Proposta que reduz em até 73% área da Chapada dos Veadeiros ‘não tem consistência técnica e jurídica’
Uma proposta
protocolada na Câmara dos Deputados quer reduzir em até 73% a área de
conservação do Parque Nacional da Chapada dos Veadeiros. De autoria do deputado
Delegado Waldir (PSL-GO), o Projeto de Decreto Legislativo (PDL) 338/2021
ameaça 175 mil hectares da unidade de conservação garantidos por um decreto de
2017 que, para a proteção de remanescentes do Cerrado, ampliou a área de
conservação de 65 mil para 245 mil hectares.
O argumento
do parlamentar é que o aumento “desmedido” do território “prejudica os
agricultores da região”. Mas a avaliação da especialista sênior em Políticas
Públicas do Observatório do Clima, Suely Araújo, é que a proposta “não tem
consistência nem técnica e nem jurídica”. Em entrevista a Marilu Cabañas, do
Jornal Brasil Atual, ela explica que o PDL só poderia sustar o ato de criação
da unidade de conservação se ele tivesse exorbitado o poder regulamentar. “O
que não é o caso”, garante.
Suely estava
na presidência do Instituto Brasileiro do Meio Ambiente e dos Recursos Naturais
Renováveis (Ibama) quando houve a ampliação e explica que foram feitas todas as
consultas públicas exigidas pela lei para ouvir a comunidade sobre a ampliação
do parque, o que foi bem recebido pela população local. “É um parque antigo,
importante, o coração do ecoturismo no estado de Goiás. Toda a região
centro-oeste tem uma relação de carinho muito grande com o parque da Chapada.”
Parque já
foi maior
Uma enquete
no portal da Câmara dos Deputados também mostra que a maioria (99%), de mais de
14 mil pessoas, “discorda totalmente” da proposta. A avaliação da ambientalista
é que o deputado, na verdade, não tem uma questão jurídica e analisa o “mérito”

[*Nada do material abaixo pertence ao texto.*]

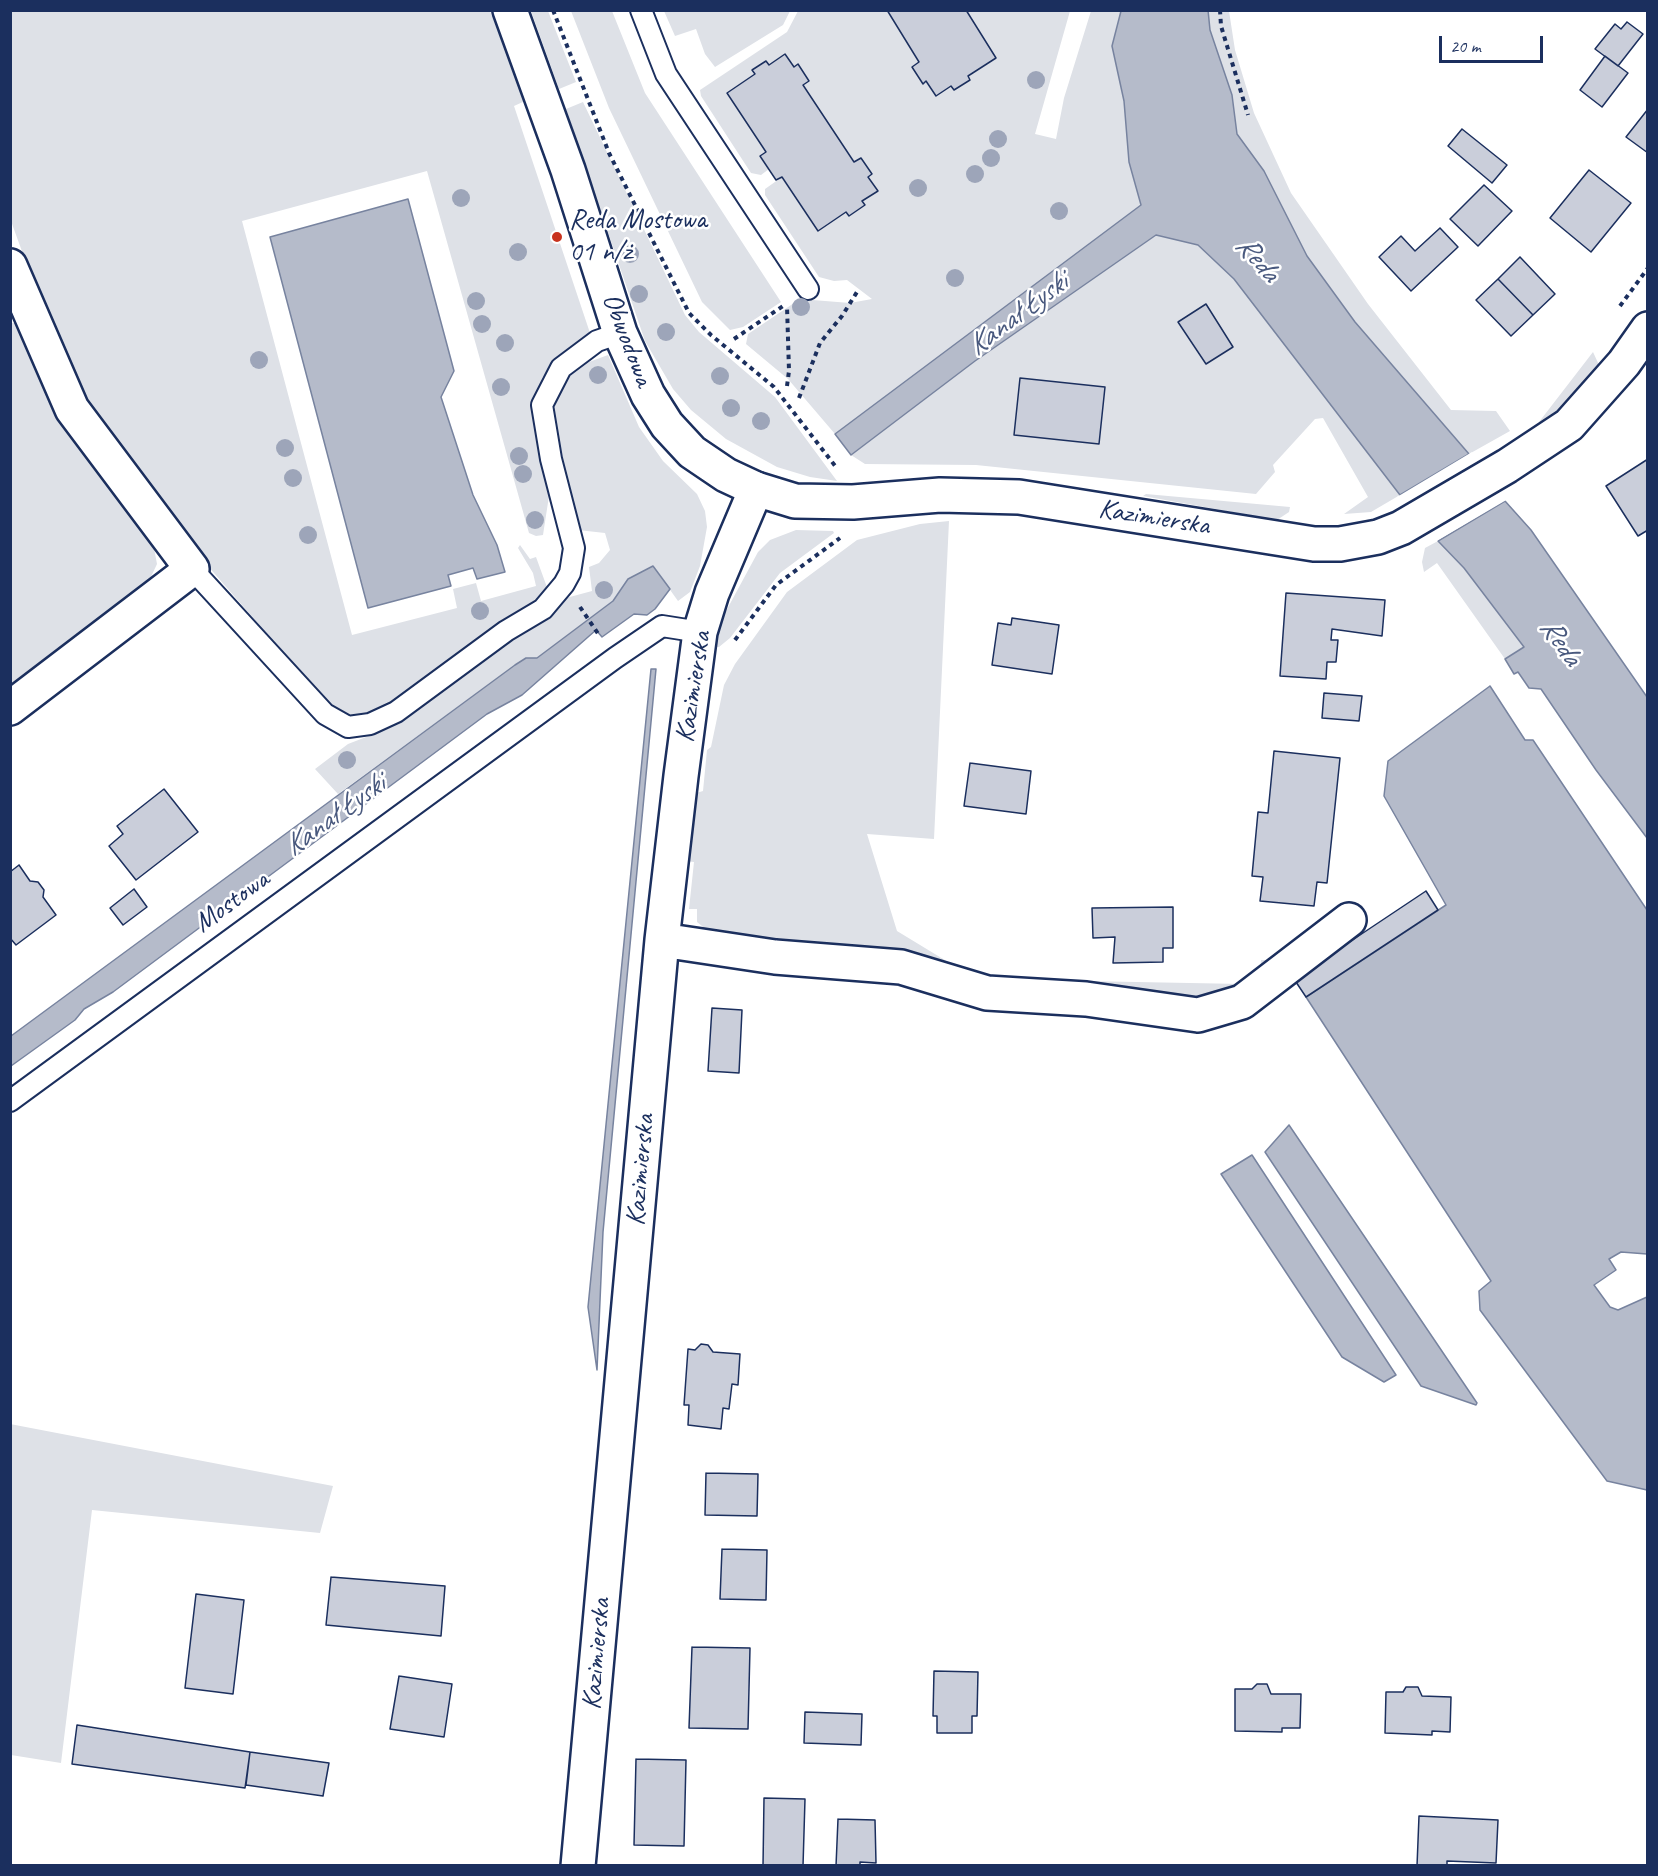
<!DOCTYPE html>
<meta charset="utf-8">
<style>
body{margin:0}
#map{position:relative;width:1658px;height:1876px;overflow:hidden;background:#fff;font-family:Caveat,sans-serif}
canvas{display:block}
.frame{position:absolute;inset:0;border:12px solid #1b2f5e;pointer-events:none}
.scale{position:absolute;left:1439px;top:36px;width:104px;height:27px;box-sizing:border-box;border:3px solid #1b2f5e;border-top:0;padding-left:8px;font-size:18px;line-height:21px;white-space:nowrap;color:#1b2f5e;-webkit-text-stroke:4px #fff;paint-order:stroke}
</style>
<div id="map">
<canvas width="1658" height="1876"></canvas>
<div class="frame"></div>
<div class="scale">20 m</div>
</div>
<script>
const ctx = document.querySelector('canvas').getContext('2d');
ctx.lineJoin = 'round';
function fill(path, color) {
  ctx.fillStyle = color;
  ctx.fill(path, 'evenodd');
}
function poly(rows) {
  const path = new Path2D();
  for (const r of rows) {
    path.moveTo(r[0], r[1]);
    for (let i = 2; i < r.length; i += 2) path.lineTo(r[i], r[i + 1]);
  }
  return path;
}
function strokePath(path, color, width, dash) {
  ctx.strokeStyle = color;
  ctx.lineWidth = width;
  ctx.lineCap = dash ? 'butt' : 'round';
  ctx.setLineDash(dash || []);
  ctx.stroke(path);
}
function label(font, color, halo, rows, align = 'center') {
  ctx.font = font + ' Caveat,sans-serif';
  ctx.lineWidth = 5;
  ctx.setLineDash([]);
  ctx.textBaseline = 'middle';
  ctx.strokeStyle = halo;
  ctx.fillStyle = color;
  for (const [text, x, y, turn = 0] of rows) {
    ctx.save();
    ctx.translate(x, y);
    ctx.rotate((+turn || 0) * Math.PI / 180);
    ctx.textAlign = isNaN(turn) ? turn : align;
    if (halo) ctx.strokeText(text, 0, 0);
    ctx.fillText(text, 0, 0);
    ctx.restore();
  }
}
fill(poly([
 [10,11,490,11,525,101,514,106,590,333,561,354,542,378,535,408,549,496,543,535,536,536,529,533,427,171,242,221,352,635,457,608,453,589,476,583,481,601,536,586,533,573,518,548,520,545,530,559,536,557,548,590,546,599,407,694,368,717,345,715,330,706,200,557,109,440,61,359,11,221],
 [531,11,548,11,576,82,559,89],
 [571,11,612,11,645,93,781,302,743,327,730,330,702,302,609,108],
 [689,11,689,10,790,11,783,25,715,67,705,54,696,29,675,36,664,11],
 [798,11,887,11,919,62,923,83,926,81,951,86,996,58,966,11,1070,11,1035,134,1056,139,1064,98,1091,11,1121,11,1112,46,1124,101,1129,162,1141,205,835,434,788,379,746,344,748,334,800,299,850,303,872,299,847,280,834,281,819,277,765,195,765,189,782,177,849,215,865,205,862,201,877,191,868,177,872,174,861,158,854,162,803,85,809,81,798,64,794,67,769,65,766,61,753,70,755,74,727,93,766,152,769,169,761,175,751,173,701,96,700,90,787,32],
 [1208,11,1229,11,1235,50,1254,113,1291,193,1368,304,1451,410,1496,411,1510,431,1469,454,1355,322,1307,256,1290,222,1262,196,1196,57,1210,30],
 [583,102,685,315,699,332,775,397,837,481,810,477,777,467,726,439,691,410,673,389,645,341,566,109],
 [1156,235,1198,245,1234,279,1400,495,1371,512,1344,514,1368,497,1323,418,1315,419,1273,465,1275,472,1256,494,976,465,865,464,851,455,975,361],
 [11,323,16,323,73,437,150,527,157,564,141,598,11,692],
 [1593,352,1599,365,1559,409,1541,424,1539,422],
 [608,355,639,427,663,461,697,494,705,511,707,527,700,566,690,592,678,601,653,566,628,579,613,601,537,659,526,658,515,665,338,794,315,769,348,744,392,727,500,646,552,615,566,598,592,591,589,567,599,563,610,550,605,533,578,530,556,448,552,419,557,396,569,377,589,362],
 [1146,494,1290,507,1289,512,1277,520,1143,496],
 [949,521,934,839,867,834,897,931,976,979,1243,984,1260,971,1261,960,1268,960,1267,973,1241,994,1221,1002,1195,1007,1105,994,975,982,928,966,879,956,833,954,734,943,712,934,697,922,697,909,689,909,694,862,685,861,693,794,703,791,707,750,711,747,724,685,735,664,787,592,857,540,920,524],
 [796,530,833,531,834,533,780,573,730,638,719,647,713,647,725,613,758,552,770,540],
 [1438,541,1464,568,1524,647,1505,659,1437,563,1424,572,1422,562,1425,548],
 [10,1424,333,1486,320,1533,92,1510,61,1763,11,1755]
]), '#dee1e7');
const water = poly([
 [1208,10,1210,30,1232,95,1237,134,1264,171,1307,256,1355,322,1469,454,1400,495,1234,279,1198,245,1156,235,975,361,851,455,835,434,1141,205,1129,162,1124,101,1112,46,1121,11,1208,10],
 [408,199,454,371,441,397,473,495,497,545,505,572,477,579,473,568,448,575,451,586,368,608,270,237,408,199],
 [1505,501,1531,530,1647,697,1647,838,1596,770,1541,689,1529,688,1518,672,1514,674,1505,659,1524,647,1464,568,1438,541,1505,501],
 [653,566,670,589,655,609,647,615,634,614,602,637,596,630,522,695,487,714,113,992,84,1009,75,1020,11,1066,11,1036,515,665,526,658,537,658,613,601,628,579,653,566],
 [651,669,656,669,603,1232,597,1370,588,1307,651,669],
 [1490,686,1525,740,1533,740,1647,910,1647,1254,1621,1252,1609,1259,1616,1270,1594,1285,1610,1307,1618,1310,1647,1297,1647,1490,1607,1481,1480,1310,1479,1291,1491,1281,1306,997,1446,905,1384,796,1388,761,1490,686],
 [1289,1125,1477,1403,1476,1405,1421,1386,1265,1152,1289,1125],
 [1252,1155,1396,1375,1384,1382,1342,1357,1221,1174,1252,1155]
]);
fill(water, '#b5bbca');
strokePath(water, '#77839f', 1.5);
fill(poly([
 [1472,452,1471,456,1401,498,1397,497],
 [1504,498,1508,499,1435,542,1436,538]
]), '#fff');
const building = poly([
 [887,10,966,10,996,58,968,76,970,80,954,90,951,86,936,96,926,81,923,84,912,67,919,62,887,10],
 [1627,22,1643,34,1618,66,1595,49,1615,24,1621,29,1627,22],
 [785,54,794,67,798,64,809,81,803,85,854,162,861,158,872,174,868,177,878,191,862,201,865,205,849,216,846,212,818,231,782,177,776,180,760,156,766,152,727,93,755,74,752,70,766,61,769,65,785,54],
 [1605,56,1628,73,1602,107,1580,90,1605,56],
 [1648,109,1648,153,1626,137,1648,109],
 [1462,129,1507,165,1492,183,1448,146,1462,129],
 [1589,170,1631,203,1591,252,1550,218,1589,170],
 [1484,185,1512,211,1478,246,1450,219,1484,185],
 [1440,228,1458,247,1411,291,1379,257,1401,236,1415,251,1440,228],
 [1520,257,1555,294,1533,315,1498,279,1520,257],
 [1498,279,1533,315,1511,336,1476,300,1498,279],
 [1206,304,1233,347,1206,364,1178,322,1206,304],
 [1020,378,1105,387,1099,444,1014,435,1020,378],
 [1648,459,1648,530,1638,536,1606,486,1648,459],
 [1286,593,1385,600,1382,636,1332,629,1331,640,1338,640,1336,662,1327,662,1326,679,1280,676,1286,593],
 [1012,618,1059,625,1052,674,992,665,998,623,1011,625,1012,618],
 [1324,693,1362,696,1359,721,1322,718,1324,693],
 [1274,751,1340,758,1327,883,1317,882,1314,906,1260,901,1263,877,1252,876,1258,812,1268,813,1274,751],
 [970,763,1031,771,1026,814,964,806,970,763],
 [164,789,198,832,136,880,109,846,123,834,117,826,164,789],
 [19,865,30,881,38,882,44,890,43,897,56,915,16,945,10,938,10,872,19,865],
 [134,889,147,907,123,925,110,908,134,889],
 [1426,891,1438,910,1306,997,1294,979,1426,891],
 [1173,907,1173,948,1163,948,1163,962,1113,963,1115,937,1093,938,1092,908,1173,907],
 [712,1008,742,1010,739,1073,708,1071,712,1008],
 [701,1344,708,1345,713,1352,740,1354,738,1385,732,1384,729,1409,723,1408,721,1429,688,1425,689,1405,684,1405,688,1349,695,1350,701,1344],
 [706,1473,758,1474,757,1516,705,1515,706,1473],
 [722,1549,767,1550,766,1600,720,1599,722,1549],
 [331,1577,445,1586,441,1636,326,1625,331,1577],
 [196,1594,244,1600,233,1694,185,1688,196,1594],
 [692,1647,750,1648,748,1729,689,1728,692,1647],
 [934,1671,978,1672,977,1716,972,1716,972,1733,937,1733,937,1716,933,1716,934,1671],
 [399,1676,452,1684,444,1737,390,1729,399,1676],
 [1257,1684,1267,1684,1271,1694,1301,1694,1300,1728,1282,1728,1282,1732,1235,1731,1235,1689,1252,1689,1257,1684],
 [1406,1687,1418,1687,1422,1696,1451,1697,1450,1732,1432,1731,1432,1735,1385,1733,1386,1692,1403,1692,1406,1687],
 [805,1712,862,1714,861,1745,804,1743,805,1712],
 [77,1725,250,1752,245,1788,72,1764,77,1725],
 [250,1752,329,1763,323,1796,246,1785,250,1752],
 [636,1759,686,1760,684,1846,634,1845,636,1759],
 [764,1798,805,1799,803,1866,763,1866,764,1798],
 [1419,1816,1498,1820,1496,1863,1447,1861,1447,1866,1417,1866,1419,1816],
 [838,1819,875,1820,876,1863,860,1862,860,1866,836,1866,838,1819]
]);
fill(building, '#caceda');
strokePath(building, '#1b2f5e', 1.5);
const service = poly([
 [641,10,666,74,808,289],
 [192,569,325,714,348,727,370,724,396,712,506,631,543,609,564,584,570,573,574,548,551,459,542,405,561,368,597,341,620,333],
 [10,1101,615,658,662,626,700,632]
]);
const minor = poly([
 [10,266,72,409,192,569,10,708],
 [662,940,775,957,901,967,987,993,1086,999,1198,1015,1242,1002,1349,920],
 [578,1866,662,940,681,776,700,632,712,593,756,489]
]);
const secondary = poly([
 [510,10,568,170,620,333,648,395,667,425,692,452,726,475,756,489,795,501,853,502,940,495,1019,497,1314,544,1340,544,1378,537,1401,528,1507,466,1569,425,1624,363,1648,329]
]);
strokePath(service, '#1b2f5e', 24);
strokePath(minor, '#1b2f5e', 38);
strokePath(secondary, '#1b2f5e', 38);
strokePath(poly([
 [553,10,609,153,689,313,711,335,774,387,836,467],
 [1220,10,1221,26,1248,115],
 [1620,306,1648,268],
 [734,339,786,304],
 [787,386,789,371,787,306],
 [799,398,820,343,842,316,857,292],
 [580,607,599,635],
 [735,640,776,585,840,538]
]), '#1b2f5e', 4, [4.5, 4.5]);
strokePath(service, '#fff', 20);
strokePath(minor, '#fff', 33);
strokePath(secondary, '#fff', 33);
ctx.fillStyle = '#9da5b9';
for (const [x, y] of [
 [1036,80],
 [998,139],
 [991,158],
 [975,174],
 [918,188],
 [461,198],
 [1059,211],
 [518,252],
 [630,254],
 [955,278],
 [639,294],
 [476,301],
 [801,307],
 [482,324],
 [666,332],
 [505,343],
 [259,360],
 [598,375],
 [720,376],
 [501,387],
 [731,408],
 [761,421],
 [285,448],
 [519,456],
 [523,474],
 [293,478],
 [535,520],
 [308,535],
 [604,590],
 [480,611],
 [347,760]
]) {
  ctx.beginPath();
  ctx.arc(x, y, 9, 0, 2 * Math.PI);
  ctx.fill();
}
for (const [x, y, r, color] of [
 [557,237,6,"#c8321e"]
]) {
  const dot = new Path2D();
  dot.arc(x, y, r, 0, 2 * Math.PI);
  ctx.fillStyle = color;
  ctx.fill(dot);
  strokePath(dot, '#fff', 2);
}
label('28px', '#1b2f5e', '#fff', [
 ["Reda Mostowa",569,221],
 ["01 n/ż",569,253]
], 'left');
label('28px', '#1b2f5e', '#fff', [
 ["Obwodowa",627,340,69],
 ["Kazimierska",1154,518,9],
 ["Kazimierska",694,687,-81],
 ["Mostowa",232,902,-36],
 ["Kazimierska",641,1170,-85],
 ["Kazimierska",597,1654,-85]
]);
label('italic 30px', '#49597e', '#fff', [
 ["Reda",1257,259,49],
 ["Kanał Łyski",1018,315,-37],
 ["Reda",1560,642,55],
 ["Kanał Łyski",335,816,-36]
]);
</script>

da proposta. “Ele não gosta de um parque desse tamanho e acha que atrapalha o
agronegócio. Então os argumentos são insuficientes”, aponta. “É um projeto de
decreto legislativo sem pé nem cabeça, não faz qualquer sentido.”
Antes de
2017, o Parque Nacional da Chapada dos Veadeiros abrangia as cidades de Alto
Paraíso de Goiás, Cavalcante e Colinas do Sul. Com a ampliação, a unidade
passou a incluir mais três cidades, Teresina de Goiás, Nova Roma e São João
D’Aliança. Criado em 1961, o parque, porém, já foi pelo menos duas vezes maior
do que o tamanho atual. Antes conhecido como Parque Nacional do Tocantins, ele
possuía 625 mil hectares, mas teve a área reduzida para 171 mil hectares em
1972, quando recebeu o nome de Chapada dos Veadeiros. Até que em 1981, ficou
com apenas 65,5 mil hectares.
Pressão
do agronegócio
Em 2017,
lembra Suely, nas consultas públicas prevaleceu a escolha técnica pela
ampliação para preservar a alta biodiversidade e o ciclo das águas da região.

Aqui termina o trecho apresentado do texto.